▶ _AIM OF THE EXERCISE_: Below are some entries. Copy each line that holds the string "above".

▶ _THE DATA_:
BEGIN

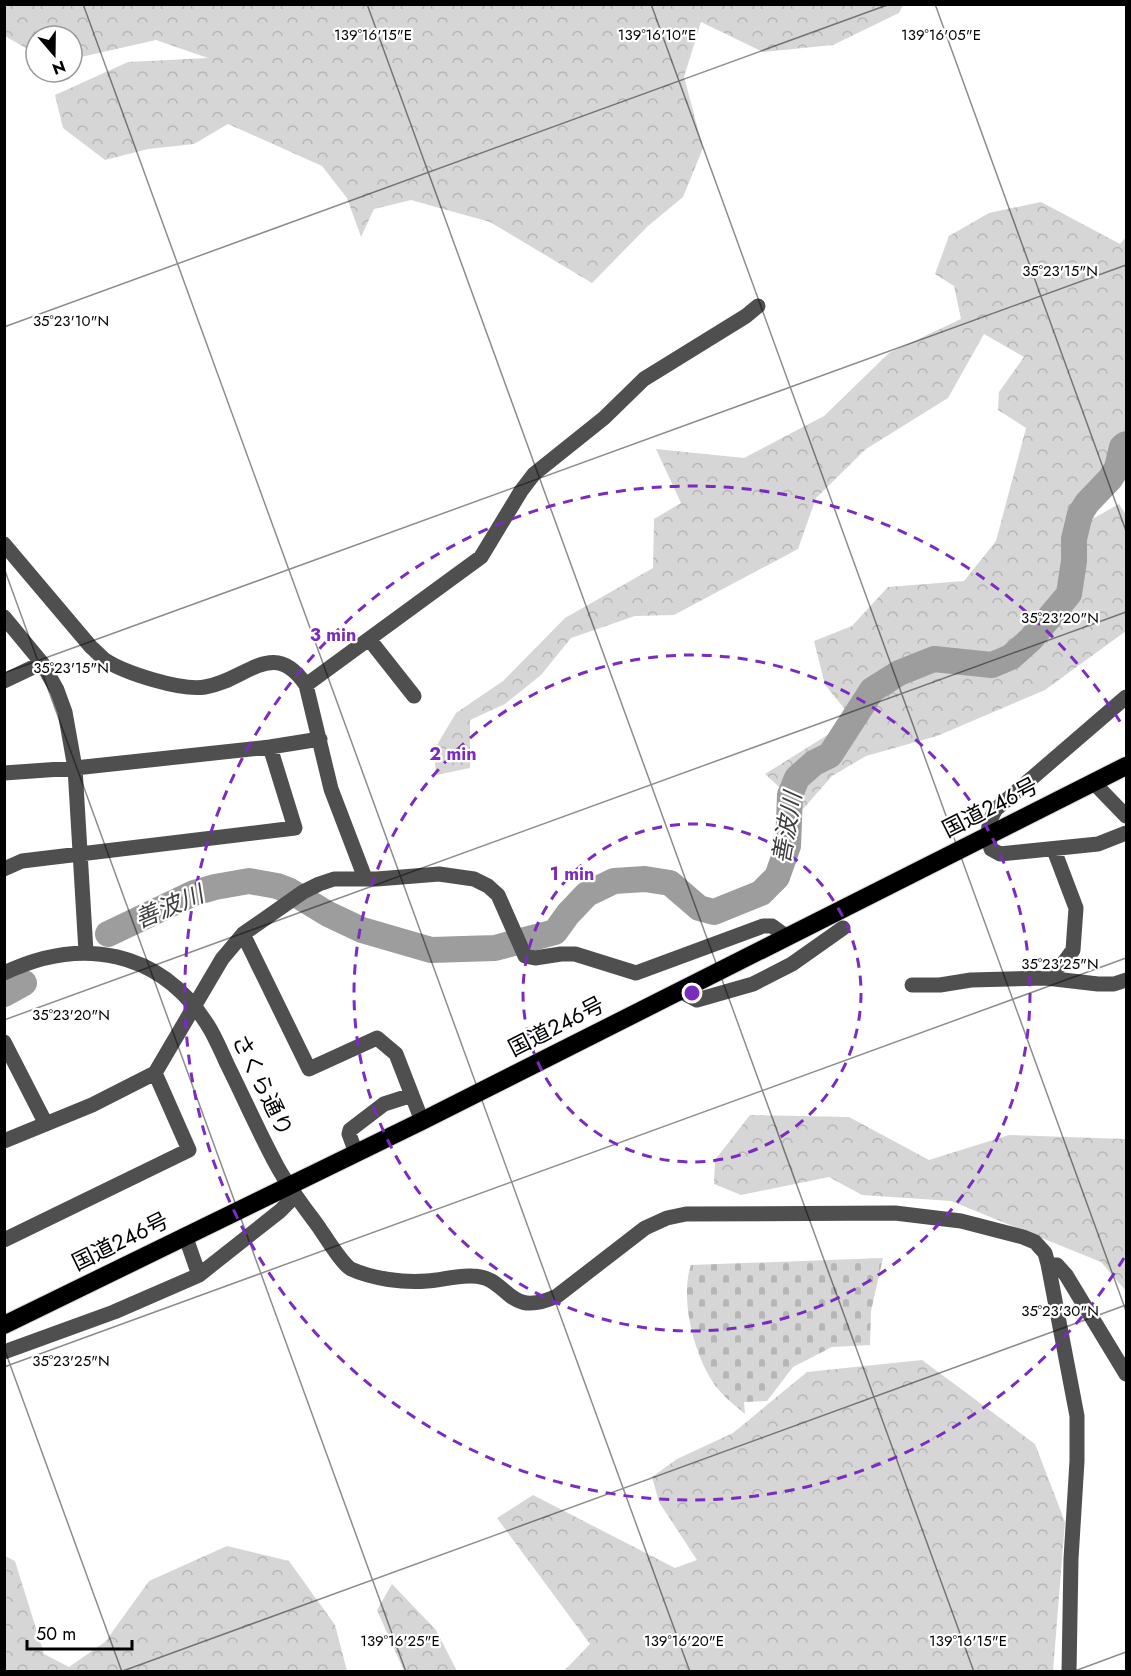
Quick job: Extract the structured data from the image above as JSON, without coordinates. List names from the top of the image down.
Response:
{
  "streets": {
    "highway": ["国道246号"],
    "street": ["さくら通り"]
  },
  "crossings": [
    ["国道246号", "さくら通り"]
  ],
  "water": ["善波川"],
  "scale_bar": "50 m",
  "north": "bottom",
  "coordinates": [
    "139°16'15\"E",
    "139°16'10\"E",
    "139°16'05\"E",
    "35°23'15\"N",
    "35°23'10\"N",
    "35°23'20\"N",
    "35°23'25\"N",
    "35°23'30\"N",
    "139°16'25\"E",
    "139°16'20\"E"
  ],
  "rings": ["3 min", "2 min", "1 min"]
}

END
BEGIN

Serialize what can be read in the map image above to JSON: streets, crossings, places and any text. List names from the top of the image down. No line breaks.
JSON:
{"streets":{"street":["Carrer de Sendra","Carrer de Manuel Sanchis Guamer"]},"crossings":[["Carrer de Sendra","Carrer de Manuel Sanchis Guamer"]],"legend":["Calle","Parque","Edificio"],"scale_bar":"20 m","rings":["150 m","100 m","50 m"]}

END

▶ _RESULT_:
Quick job: Extract the structured data from the image above as JSON, without coordinates. List names from the top of the image down.
Serialize what can be read in the map image above to JSON: streets, crossings, places and any text. List names from the top of the image down. No line breaks.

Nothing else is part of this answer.